[Stored items]
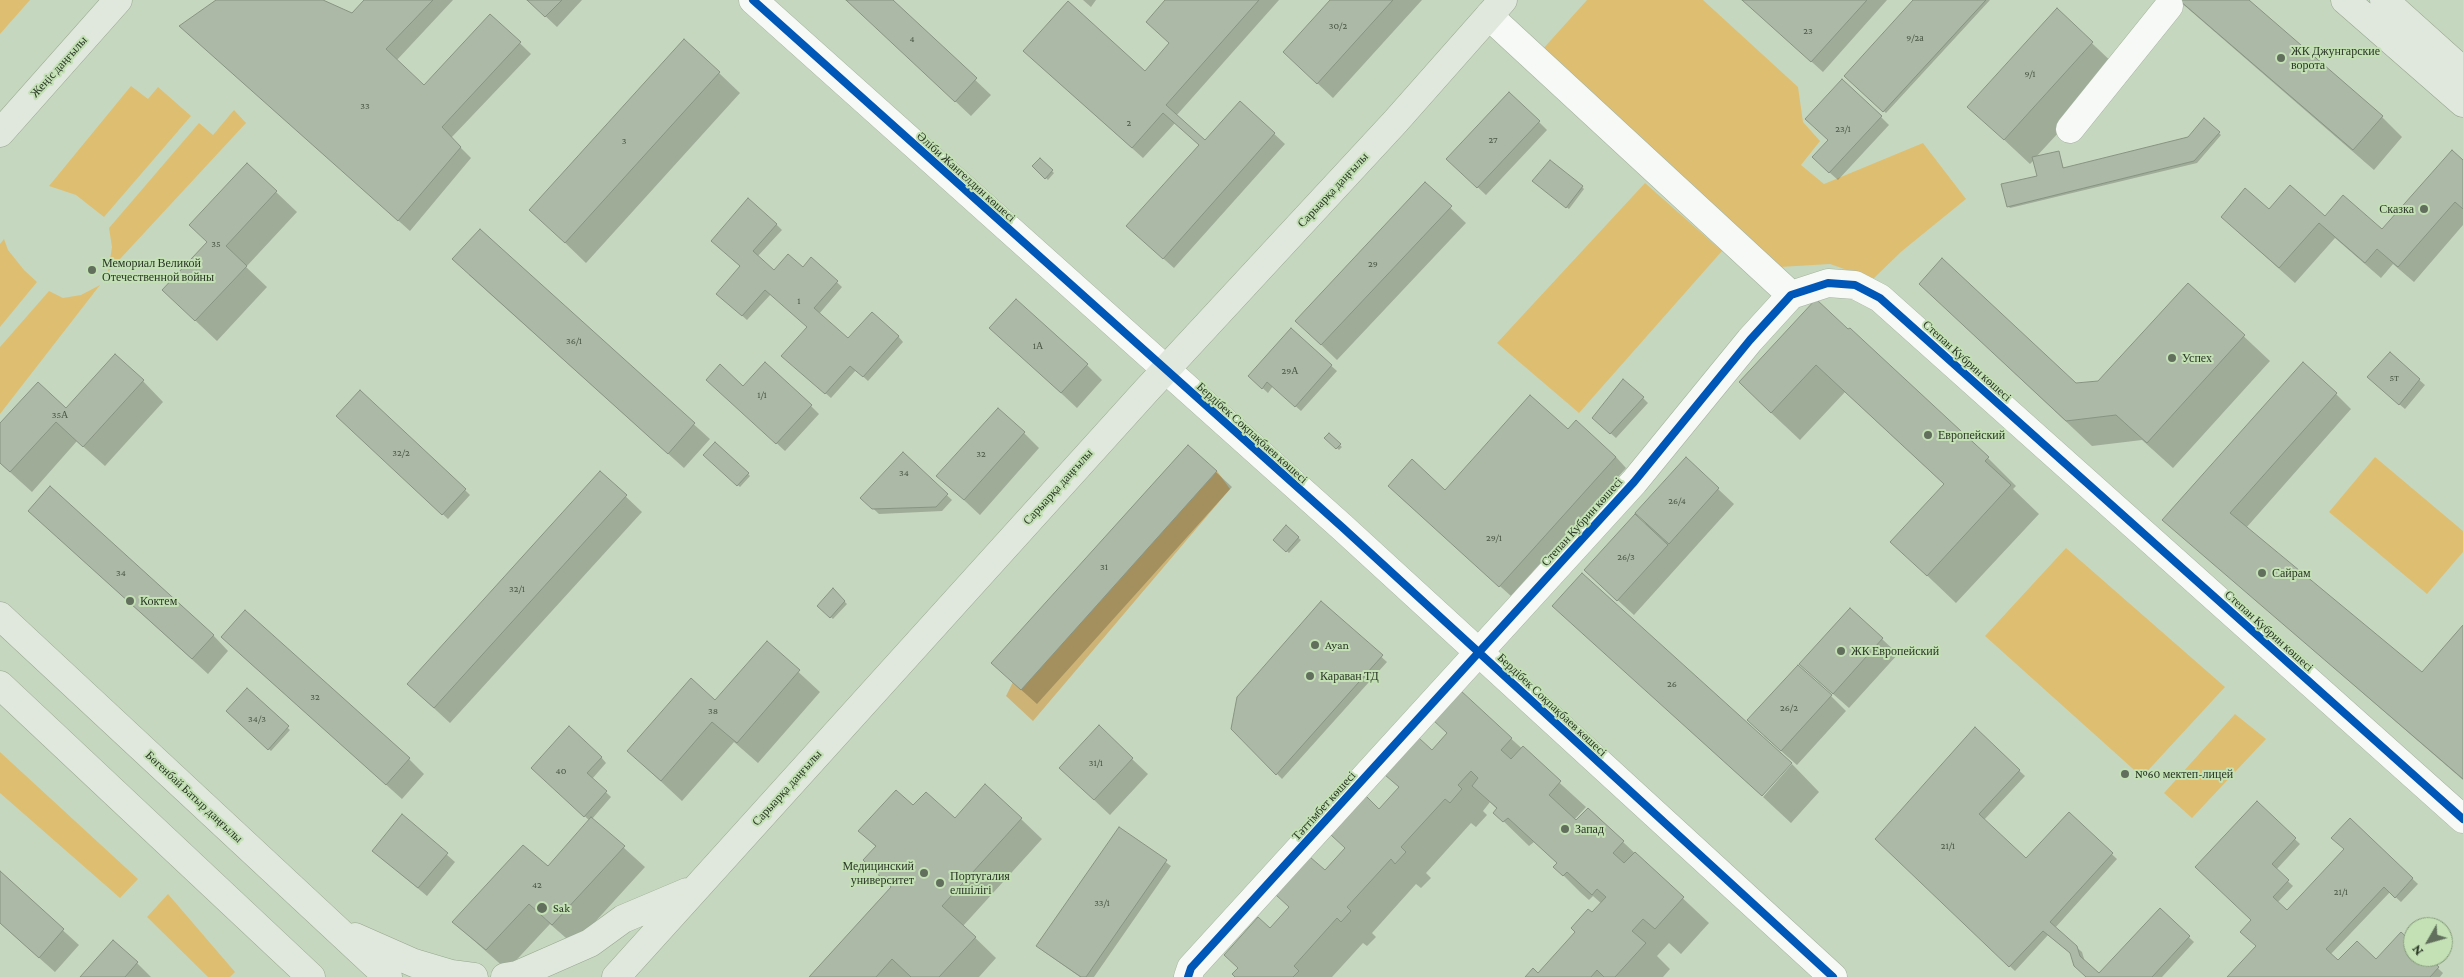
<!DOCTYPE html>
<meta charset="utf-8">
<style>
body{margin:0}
#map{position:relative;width:2463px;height:977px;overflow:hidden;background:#c6d7bf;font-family:"Crimson Pro",serif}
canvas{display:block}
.north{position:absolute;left:2403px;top:917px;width:50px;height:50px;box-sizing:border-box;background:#c3e1b5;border:1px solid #869d7c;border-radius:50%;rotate:232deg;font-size:14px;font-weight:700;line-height:20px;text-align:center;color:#2b3726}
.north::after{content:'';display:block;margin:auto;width:18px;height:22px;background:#616f5c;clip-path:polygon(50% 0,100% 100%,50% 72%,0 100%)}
</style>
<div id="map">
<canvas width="2463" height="977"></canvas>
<div class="north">N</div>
</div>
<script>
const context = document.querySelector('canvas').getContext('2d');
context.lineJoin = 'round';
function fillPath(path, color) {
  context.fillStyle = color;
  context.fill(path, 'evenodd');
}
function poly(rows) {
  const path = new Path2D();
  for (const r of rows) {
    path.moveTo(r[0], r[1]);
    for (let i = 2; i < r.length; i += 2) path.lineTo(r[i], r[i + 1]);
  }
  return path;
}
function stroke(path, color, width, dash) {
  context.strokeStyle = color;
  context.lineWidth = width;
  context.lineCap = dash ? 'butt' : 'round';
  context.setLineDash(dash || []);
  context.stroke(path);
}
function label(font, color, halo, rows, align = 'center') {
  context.font = font + ' "Crimson Pro",serif';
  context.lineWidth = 4;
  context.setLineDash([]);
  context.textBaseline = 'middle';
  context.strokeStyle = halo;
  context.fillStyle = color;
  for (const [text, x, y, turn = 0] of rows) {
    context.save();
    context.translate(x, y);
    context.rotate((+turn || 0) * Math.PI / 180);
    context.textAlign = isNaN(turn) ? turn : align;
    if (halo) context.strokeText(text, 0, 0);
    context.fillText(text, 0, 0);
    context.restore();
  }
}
const green = poly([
 [0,0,30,0,0,34],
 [1587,0,1703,0,1798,87,1803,122,1820,141,1801,165,1824,184,1923,143,1966,199,1902,251,1873,279,1830,264,1780,267,1542,50],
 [131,86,148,99,158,87,191,116,104,217,76,195,49,186],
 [234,110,246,123,108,272,112,247,109,228,199,123,213,135],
 [1645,183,1722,251,1579,413,1497,343],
 [4,239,8,250,24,270,37,282,0,327,0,244],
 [100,285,0,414,0,347,49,291,63,298,81,295],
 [2375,457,2463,531,2463,552,2427,594,2329,512],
 [2066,548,2225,687,2142,777,1985,636],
 [2235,714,2266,739,2192,818,2164,793],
 [0,752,138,879,120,898,0,793],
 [168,894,235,972,230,977,208,977,147,917]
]);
const forest = poly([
 [1217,471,1230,489,1033,721,1006,696,1013,682,1021,689]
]);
const shadow = poly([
 [218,0,320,0,352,14,365,0,453,0,396,61,424,87,491,15,531,54,451,138,471,158,410,231,191,36],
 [528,0,582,0,557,27],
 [847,0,891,0,991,95,971,116],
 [1083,0,1096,0,1091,7],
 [1167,0,1279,0,1176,116,1205,142,1240,102,1285,144,1174,268,1139,237,1200,145,1175,123,1143,158,1035,61,1145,72,1171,44],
 [1332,0,1422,0,1333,98,1300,67],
 [1743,0,1887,0,1823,72],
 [1915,0,1990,0,1886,113,1846,76],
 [2178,0,2247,0,2382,117,2402,137,2374,170],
 [2057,10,2118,68,2036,157,2059,153,2064,169,2189,139,2205,120,2221,135,2197,163,2010,208,2008,206,2038,177,2034,160,2030,164,1969,107],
 [719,73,740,93,586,263,531,210],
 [1881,117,1889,125,1838,180,1821,165,1829,140],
 [1539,122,1547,130,1486,195,1456,167],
 [1040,160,1054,173,1048,180,1034,166],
 [2463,162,2463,225,2414,282,2393,264,2381,278,2335,238,2295,283,2238,232,2269,211,2325,217,2382,231],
 [1425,184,1466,223,1337,360,1312,336],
 [1536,184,1582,187,1584,189,1569,209],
 [276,192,297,212,246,267,267,287,217,341,163,290],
 [776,224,782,230,757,257,774,272,803,269,812,259,842,287,819,314,848,340,898,336,903,342,868,381,856,370,831,398,788,361,808,327,771,294,747,320,723,299,741,267,718,246],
 [480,231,710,439,684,468,469,275],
 [1920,284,2076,385,2099,382,2188,284,2270,361,2173,468,2142,440,2092,446],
 [991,328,1087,365,1102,380,1077,408],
 [1291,330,1337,371,1301,411,1273,386,1268,393,1255,381],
 [1848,331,1988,458,2016,486,2013,489,2039,514,1956,603,1892,542,1945,485,1845,392,1800,440,1768,410],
 [2390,354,2425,385,2405,409,2374,383],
 [143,381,163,402,105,466,77,441,32,492,0,463,0,425,67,409],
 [716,387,743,388,811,406,819,414,785,451],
 [2336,394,2351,409,2246,528,2422,674,2463,627,2463,780,2164,520],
 [1643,398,1648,403,1616,438,1599,423],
 [342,421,465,490,470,495,448,519],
 [1568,431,1616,457,1626,468,1511,596,1400,497,1445,491],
 [1024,433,1039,448,980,515,938,476],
 [1329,435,1342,447,1339,450,1326,438],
 [716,443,750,476,740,487,705,455],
 [1188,446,1232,487,1037,704,1008,678],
 [903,454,952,500,942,511,879,514,862,498],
 [1686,459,1734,504,1634,615,1601,585,1646,524,1637,514],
 [600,472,642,512,450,723,424,699],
 [29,511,213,635,228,651,208,674],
 [1286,527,1301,540,1289,553,1274,540],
 [833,590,847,604,833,619,818,606],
 [1321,602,1387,662,1282,779,1233,729],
 [1554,605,1790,763,1761,795],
 [1850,609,1898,654,1849,708,1816,679],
 [767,643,820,692,758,763,734,742,682,801,628,751,716,701],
 [238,652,409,759,424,774,402,799],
 [247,690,290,730,271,751,228,711],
 [1460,692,1586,807,1574,820,1623,842,1709,923,1681,954,1669,943,1657,956,1670,969,1663,977,1527,977,1538,974,1602,904,1593,896,1589,900,1580,892,1555,867,1558,864,1534,842,1529,846,1495,813,1498,810,1490,802,1483,811,1487,815,1476,827,1471,823,1426,873,1431,878,1421,888,1416,884,1372,933,1376,937,1367,946,1363,943,1332,977,1236,977,1270,930,1400,788,1387,775,1432,751,1448,733],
 [1831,696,1846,711,1797,765,1764,736],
 [1975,729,2025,776,1984,820,2026,859,2069,814,2117,859,2055,928,2082,952,2085,962,2099,975,2160,910,2194,942,2162,977,2088,977,2072,954,2048,935,2015,971,1876,839],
 [601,757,606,763,592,779,611,797,592,819,645,867,574,945,550,924,507,970,453,922,548,868,590,821,538,773],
 [1132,759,1148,774,1110,815,1076,783],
 [1792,764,1819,792,1791,823,1763,797],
 [2257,803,2300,844,2276,870,2293,886,2277,903,2287,912,2345,849,2350,820,2418,884,2401,902,2390,892,2330,955,2338,962,2376,961,2413,945,2413,957,2426,957,2443,973,2440,977,2229,977,2258,946,2253,920],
 [913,807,955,820,1021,819,1042,839,963,926,996,958,979,977,811,977,892,887,876,847,860,831],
 [403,816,455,862,427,896,373,851],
 [1120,829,1171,866,1094,977,1080,977,1043,951],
 [0,873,79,945,55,972,0,923],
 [113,942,137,963,151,977,81,977]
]);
const building = poly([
 [216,0,323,0,352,13,364,0,433,0,386,49,424,85,490,14,521,42,442,127,461,147,398,221,179,26,216,0],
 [527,0,562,0,545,17,527,0],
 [846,0,893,0,977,78,955,102,846,0],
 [1165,0,1259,0,1166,105,1205,140,1240,101,1275,133,1163,259,1126,226,1199,145,1163,113,1132,148,1023,51,1068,1,1145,71,1169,43,1146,22,1165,0],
 [1330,0,1393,0,1317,84,1283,52,1330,0],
 [1742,0,1867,0,1811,62,1742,0],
 [1913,0,1986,0,1883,112,1844,76,1913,0],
 [2179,0,2249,0,2383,116,2353,150,2179,0],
 [2057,8,2093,42,2004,140,1967,107,2057,8],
 [684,39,720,72,565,243,529,210,684,39],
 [1842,79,1882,116,1829,173,1812,157,1828,140,1805,119,1842,79],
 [1509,92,1540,121,1477,188,1446,159,1509,92],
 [2204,118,2220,132,2194,161,2007,207,2001,184,2037,176,2032,157,2059,151,2063,168,2188,137,2204,118],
 [2452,150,2463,160,2463,209,2455,202,2398,267,2377,249,2365,263,2319,223,2279,268,2221,217,2245,188,2269,209,2290,185,2325,216,2343,195,2382,229,2452,150],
 [1040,158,1053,170,1045,179,1032,166,1040,158],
 [1550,160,1583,186,1566,208,1532,181,1550,160],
 [247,163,277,191,226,246,247,266,195,321,162,290,207,242,189,225,247,163],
 [1425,182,1452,206,1321,345,1295,321,1425,182],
 [748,198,777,224,753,251,774,270,788,254,803,267,811,257,838,281,814,308,848,338,872,312,899,336,863,377,850,366,825,394,781,356,807,327,765,290,742,316,716,294,740,266,711,241,748,198],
 [480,229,695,423,668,454,452,259,480,229],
 [1942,258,2076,383,2098,381,2188,283,2245,335,2147,443,2116,415,2066,421,1919,284,1942,258],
 [1016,299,1088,364,1061,393,989,328,1016,299],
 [1816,299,1848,329,1850,328,1989,457,1985,461,2011,485,1927,576,1890,542,1944,484,1816,365,1771,413,1739,382,1816,299],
 [1291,328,1332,365,1295,407,1267,382,1262,389,1248,376,1291,328],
 [2390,352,2420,379,2399,405,2367,377,2390,352],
 [115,354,144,380,83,447,56,422,10,472,0,463,0,423,38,382,66,408,115,354],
 [765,362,812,405,776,444,706,380,720,364,743,386,765,362],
 [2303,362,2337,393,2230,513,2422,672,2463,625,2463,779,2162,520,2303,362],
 [1623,379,1644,397,1610,434,1592,418,1623,379],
 [360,390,466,489,442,515,336,416,360,390],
 [1530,395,1568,429,1576,420,1616,457,1499,587,1388,486,1412,459,1445,490,1530,395],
 [998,408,1025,432,964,500,936,476,998,408],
 [1329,433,1341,444,1336,449,1324,438,1329,433],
 [715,442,749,473,737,486,703,455,715,442],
 [1188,445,1217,471,1021,690,991,663,1188,445],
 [903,452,948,494,936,507,872,509,860,498,903,452],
 [1686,457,1719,488,1669,544,1635,513,1686,457],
 [600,471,627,495,434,708,407,684,600,471],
 [50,486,214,635,192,659,28,511,50,486],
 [1635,514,1668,545,1617,601,1584,570,1635,514],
 [1286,525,1299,537,1286,552,1273,540,1286,525],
 [1582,573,1792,763,1762,796,1552,606,1582,573],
 [833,588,845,601,830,618,817,606,833,588],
 [1321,601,1383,655,1276,775,1231,729,1237,697,1321,601],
 [1850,608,1883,638,1833,694,1799,664,1850,608],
 [245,610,410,758,386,785,221,637,245,610],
 [767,641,800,670,737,743,712,722,661,781,627,751,691,678,715,700,767,641],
 [1798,665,1832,695,1781,751,1747,720,1798,665],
 [247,688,289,726,268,750,226,711,247,688],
 [1460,690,1512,738,1501,750,1511,759,1523,746,1561,781,1549,795,1576,820,1588,808,1624,841,1613,853,1624,863,1635,852,1684,897,1655,929,1643,919,1632,931,1646,943,1615,977,1604,977,1597,970,1591,977,1525,977,1533,968,1538,973,1575,932,1571,928,1588,909,1592,912,1606,897,1597,889,1592,895,1567,872,1563,876,1553,867,1557,863,1508,818,1503,822,1493,813,1497,808,1472,786,1478,778,1471,771,1458,785,1462,789,1450,803,1445,799,1401,847,1406,852,1395,864,1391,859,1347,907,1351,911,1341,922,1337,918,1294,966,1299,971,1293,977,1235,977,1232,974,1238,968,1224,955,1258,917,1270,928,1289,907,1276,895,1310,857,1325,870,1345,848,1331,835,1366,796,1379,809,1399,787,1385,775,1419,738,1432,750,1447,733,1433,720,1460,690],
 [1099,725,1133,758,1094,800,1059,768,1099,725],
 [569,726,602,757,587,773,607,791,584,817,531,768,569,726],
 [1975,727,2020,770,1979,814,2026,858,2069,812,2113,853,2050,922,2077,946,2080,956,2099,973,2160,908,2190,936,2152,977,2086,977,2074,966,2070,953,2043,931,2009,967,1875,839,1975,727],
 [985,784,1022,818,942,906,976,937,939,977,911,977,892,959,876,977,809,977,891,887,863,860,876,846,858,831,896,790,913,805,926,792,955,818,985,784],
 [2257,801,2296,838,2272,864,2289,880,2273,897,2287,910,2344,849,2331,838,2350,818,2413,878,2395,898,2384,887,2326,949,2338,960,2357,941,2376,959,2401,932,2413,943,2413,957,2428,957,2439,967,2430,977,2227,977,2256,946,2240,932,2251,920,2195,867,2257,801],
 [402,814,448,853,418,888,372,851,402,814],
 [591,817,625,846,552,925,529,904,486,950,452,922,523,845,548,866,591,817],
 [1119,827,1167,860,1086,977,1081,977,1036,946,1119,827],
 [0,871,64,929,39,958,0,923,0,871],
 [113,940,138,962,125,977,80,977,113,940]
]);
const minor = poly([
 [753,0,1342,527,1833,977],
 [1489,16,1791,295],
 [2070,129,2169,6],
 [1188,977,1191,968,1634,482,1750,340,1791,295,1828,283,1855,285,1880,298,2463,819]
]);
const major = poly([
 [2345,0,2463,103],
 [2384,0,2463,71],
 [0,133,118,0],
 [0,616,388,977],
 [0,685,311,977],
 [355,937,414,963,451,974,474,977],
 [505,977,517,975,590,943,623,919,687,892],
 [616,977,1145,392,1396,121,1503,0]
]);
const cycleway = poly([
 [753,0,1342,527,1833,977],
 [1188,977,1191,968,1634,482,1750,340,1791,295,1828,283,1855,285,1880,298,2463,819]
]);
const markers = [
 [2281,58,5,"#616f5c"],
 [2424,209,5,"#616f5c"],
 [92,270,5,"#616f5c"],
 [2172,358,5,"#616f5c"],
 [1928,435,5,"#616f5c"],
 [2262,573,5,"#616f5c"],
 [130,601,5,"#616f5c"],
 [1315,645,5,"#616f5c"],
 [1841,651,5,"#616f5c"],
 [1310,676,5,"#616f5c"],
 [2125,774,5,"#616f5c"],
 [1565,829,5,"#616f5c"],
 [924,873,5,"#616f5c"],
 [940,883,5,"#616f5c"],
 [542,908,6,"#616f5c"]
];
const numberNames = [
 ["30/2",1338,26],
 ["23",1808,31],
 ["9/2а",1915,38],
 ["4",912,39],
 ["9/1",2030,74],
 ["33",365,106],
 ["2",1129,123],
 ["23/1",1843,129],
 ["27",1493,140],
 ["3",624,141],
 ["35",216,244],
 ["29",1373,264],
 ["1",799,301],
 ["36/1",574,341],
 ["1А",1038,346],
 ["29А",1290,371],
 ["5т",2394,378],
 ["1/1",762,395],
 ["35А",60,415],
 ["32/2",401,453],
 ["32",981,454],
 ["34",904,473],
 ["26/4",1677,501],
 ["29/1",1494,538],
 ["26/3",1626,557],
 ["31",1104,567],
 ["34",121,573],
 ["32/1",517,589],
 ["26",1672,684],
 ["32",315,697],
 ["26/2",1789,708],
 ["38",713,711],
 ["34/3",257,719],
 ["31/1",1096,763],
 ["40",561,771],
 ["21/1",1948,846],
 ["42",537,885],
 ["21/1",2341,892],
 ["33/1",1102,903]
];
const poiNames = [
 ["ЖК Джунгарские",2291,51],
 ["ворота",2291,65],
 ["Сказка",2414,209,"right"],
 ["Мемориал Великой",102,263],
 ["Отечественной войны",102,277],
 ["Успех",2182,358],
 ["Европейский",1938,435],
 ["Сайрам",2272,573],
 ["Коктем",140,601],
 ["Ayan",1325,645],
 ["ЖК Европейский",1851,651],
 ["Караван ТД",1320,676],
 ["№60 мектеп-лицей",2135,774],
 ["Запад",1575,829],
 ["Медицинский",914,866,"right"],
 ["университет",914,880,"right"],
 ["Португалия",950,876],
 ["елшілігі",950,890],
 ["Sak",553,908]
];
const streetNames = [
 ["Жеңіс даңғылы",59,67,-48],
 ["Әліби Жангелдин көшесі",966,177,42],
 ["Сарыарқа даңғылы",1333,190,-47],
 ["Степан Кубрин көшесі",1967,361,42],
 ["Бердібек Соқпақбаев көшесі",1252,433,42],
 ["Сарыарқа даңғылы",1058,487,-48],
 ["Степан Кубрин көшесі",1582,522,-48],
 ["Степан Кубрин көшесі",2269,631,42],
 ["Бердібек Соқпақбаев көшесі",1552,705,43],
 ["Сарыарқа даңғылы",787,788,-48],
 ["Бөгенбай Батыр даңғылы",194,797,43],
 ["Тәттімбет көшесі",1324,806,-48]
];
fillPath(green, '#debf72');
fillPath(forest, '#cdb476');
fillPath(shadow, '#0003');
fillPath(building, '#adb9a7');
stroke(building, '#889482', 1);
stroke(minor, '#a5b29f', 29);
stroke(major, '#96a68e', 29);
stroke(minor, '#f6f9f5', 28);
stroke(major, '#e0e7dd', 28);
stroke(cycleway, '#0057b8', 8);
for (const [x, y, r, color] of markers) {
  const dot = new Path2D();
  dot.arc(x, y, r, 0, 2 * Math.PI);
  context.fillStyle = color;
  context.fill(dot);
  stroke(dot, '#c3e1b5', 2);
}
label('10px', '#4c5846', null, numberNames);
label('12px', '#2b3726', '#c3e1b5', poiNames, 'left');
label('12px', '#2b3726', '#c3e1b5', streetNames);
</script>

• _Required work_
Retrieve all lines from the data that contain the string "function".

• _Response to the exercise_
function fillPath(path, color) {
function poly(rows) {
function stroke(path, color, width, dash) {
function label(font, color, halo, rows, align = 'center') {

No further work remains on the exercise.